(Data section Opens)

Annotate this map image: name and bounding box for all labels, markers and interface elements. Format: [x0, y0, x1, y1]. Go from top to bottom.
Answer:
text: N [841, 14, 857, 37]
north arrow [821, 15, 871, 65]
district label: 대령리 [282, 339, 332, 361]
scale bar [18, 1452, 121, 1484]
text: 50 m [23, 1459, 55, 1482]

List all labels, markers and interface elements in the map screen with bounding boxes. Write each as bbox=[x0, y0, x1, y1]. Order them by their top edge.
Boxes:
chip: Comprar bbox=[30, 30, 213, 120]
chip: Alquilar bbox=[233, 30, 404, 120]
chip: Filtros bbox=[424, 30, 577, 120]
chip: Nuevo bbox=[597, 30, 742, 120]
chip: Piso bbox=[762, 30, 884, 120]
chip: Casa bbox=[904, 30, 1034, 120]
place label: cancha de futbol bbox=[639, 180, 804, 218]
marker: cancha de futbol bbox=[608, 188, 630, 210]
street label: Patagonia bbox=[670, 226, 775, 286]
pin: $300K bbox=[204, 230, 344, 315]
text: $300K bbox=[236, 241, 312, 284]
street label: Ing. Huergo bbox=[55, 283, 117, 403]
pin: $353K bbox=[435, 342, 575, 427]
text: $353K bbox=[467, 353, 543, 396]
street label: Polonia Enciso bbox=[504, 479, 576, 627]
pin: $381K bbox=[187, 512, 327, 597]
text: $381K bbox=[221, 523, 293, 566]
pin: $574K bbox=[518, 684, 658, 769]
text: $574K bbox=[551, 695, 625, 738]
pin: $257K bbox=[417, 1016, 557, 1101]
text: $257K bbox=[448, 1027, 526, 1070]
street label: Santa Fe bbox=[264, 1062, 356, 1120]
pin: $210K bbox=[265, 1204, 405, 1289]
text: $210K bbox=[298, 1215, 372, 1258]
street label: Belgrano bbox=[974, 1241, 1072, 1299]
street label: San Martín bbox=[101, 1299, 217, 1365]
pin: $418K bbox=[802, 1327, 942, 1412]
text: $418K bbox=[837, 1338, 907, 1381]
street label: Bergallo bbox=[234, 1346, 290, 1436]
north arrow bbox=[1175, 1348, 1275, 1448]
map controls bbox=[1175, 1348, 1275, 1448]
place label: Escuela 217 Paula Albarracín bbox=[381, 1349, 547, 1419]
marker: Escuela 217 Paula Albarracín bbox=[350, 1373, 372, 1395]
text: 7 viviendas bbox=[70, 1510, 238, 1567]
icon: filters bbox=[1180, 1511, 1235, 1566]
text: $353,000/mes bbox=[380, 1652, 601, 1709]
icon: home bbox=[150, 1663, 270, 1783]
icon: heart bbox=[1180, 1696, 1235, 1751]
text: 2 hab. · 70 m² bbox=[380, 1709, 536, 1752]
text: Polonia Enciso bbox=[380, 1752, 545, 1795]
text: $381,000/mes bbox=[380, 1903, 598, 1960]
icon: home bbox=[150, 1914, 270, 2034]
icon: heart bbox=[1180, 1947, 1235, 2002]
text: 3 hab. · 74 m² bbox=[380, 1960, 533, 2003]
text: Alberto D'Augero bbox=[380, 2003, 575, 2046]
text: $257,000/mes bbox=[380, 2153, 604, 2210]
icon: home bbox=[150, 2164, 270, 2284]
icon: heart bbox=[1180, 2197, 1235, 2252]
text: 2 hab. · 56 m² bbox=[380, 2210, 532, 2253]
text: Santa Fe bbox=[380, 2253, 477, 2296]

(Data section Closes)
(Data section Opens)

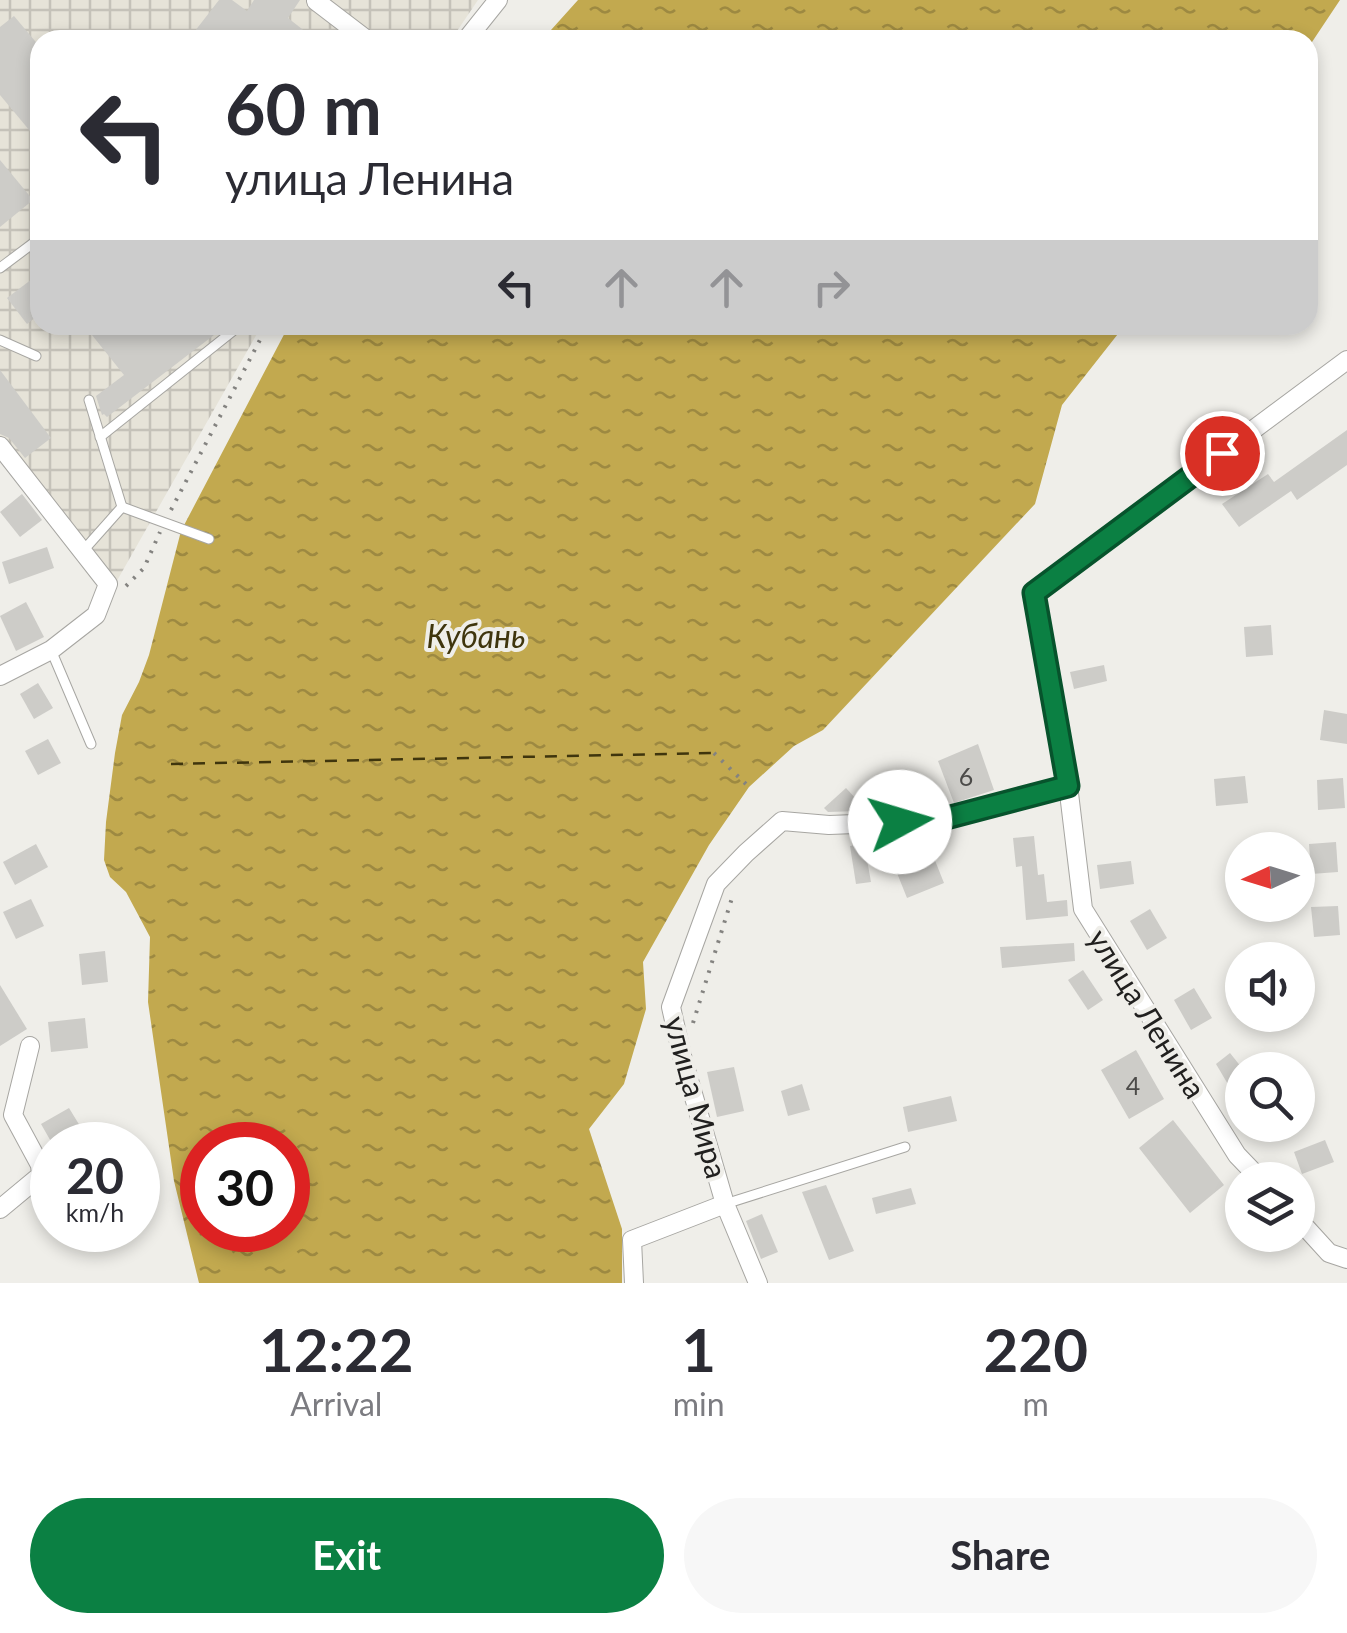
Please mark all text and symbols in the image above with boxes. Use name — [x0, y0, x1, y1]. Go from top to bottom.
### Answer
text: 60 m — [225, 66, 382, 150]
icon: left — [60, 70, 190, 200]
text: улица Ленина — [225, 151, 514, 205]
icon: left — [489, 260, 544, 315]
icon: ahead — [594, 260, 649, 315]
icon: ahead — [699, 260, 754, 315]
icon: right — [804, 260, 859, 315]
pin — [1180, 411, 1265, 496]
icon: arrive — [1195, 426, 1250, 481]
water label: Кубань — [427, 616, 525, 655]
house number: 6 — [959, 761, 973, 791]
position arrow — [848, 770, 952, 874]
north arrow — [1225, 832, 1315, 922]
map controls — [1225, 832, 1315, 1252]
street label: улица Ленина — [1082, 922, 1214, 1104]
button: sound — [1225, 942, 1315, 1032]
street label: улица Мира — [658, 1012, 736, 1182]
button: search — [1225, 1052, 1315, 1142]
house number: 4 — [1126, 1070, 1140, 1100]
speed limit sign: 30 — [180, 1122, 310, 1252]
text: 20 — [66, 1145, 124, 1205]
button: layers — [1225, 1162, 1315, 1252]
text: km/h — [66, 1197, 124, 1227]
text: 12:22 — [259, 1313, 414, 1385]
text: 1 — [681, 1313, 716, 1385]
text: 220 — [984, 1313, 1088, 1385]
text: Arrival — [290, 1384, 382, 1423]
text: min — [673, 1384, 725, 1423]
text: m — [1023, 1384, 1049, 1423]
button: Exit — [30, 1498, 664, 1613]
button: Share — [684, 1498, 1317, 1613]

(Data section Closes)

Would you copy every line from the listing above that has the string "heart" in it?

icon: heart bbox=[1180, 1696, 1235, 1751]
icon: heart bbox=[1180, 1947, 1235, 2002]
icon: heart bbox=[1180, 2197, 1235, 2252]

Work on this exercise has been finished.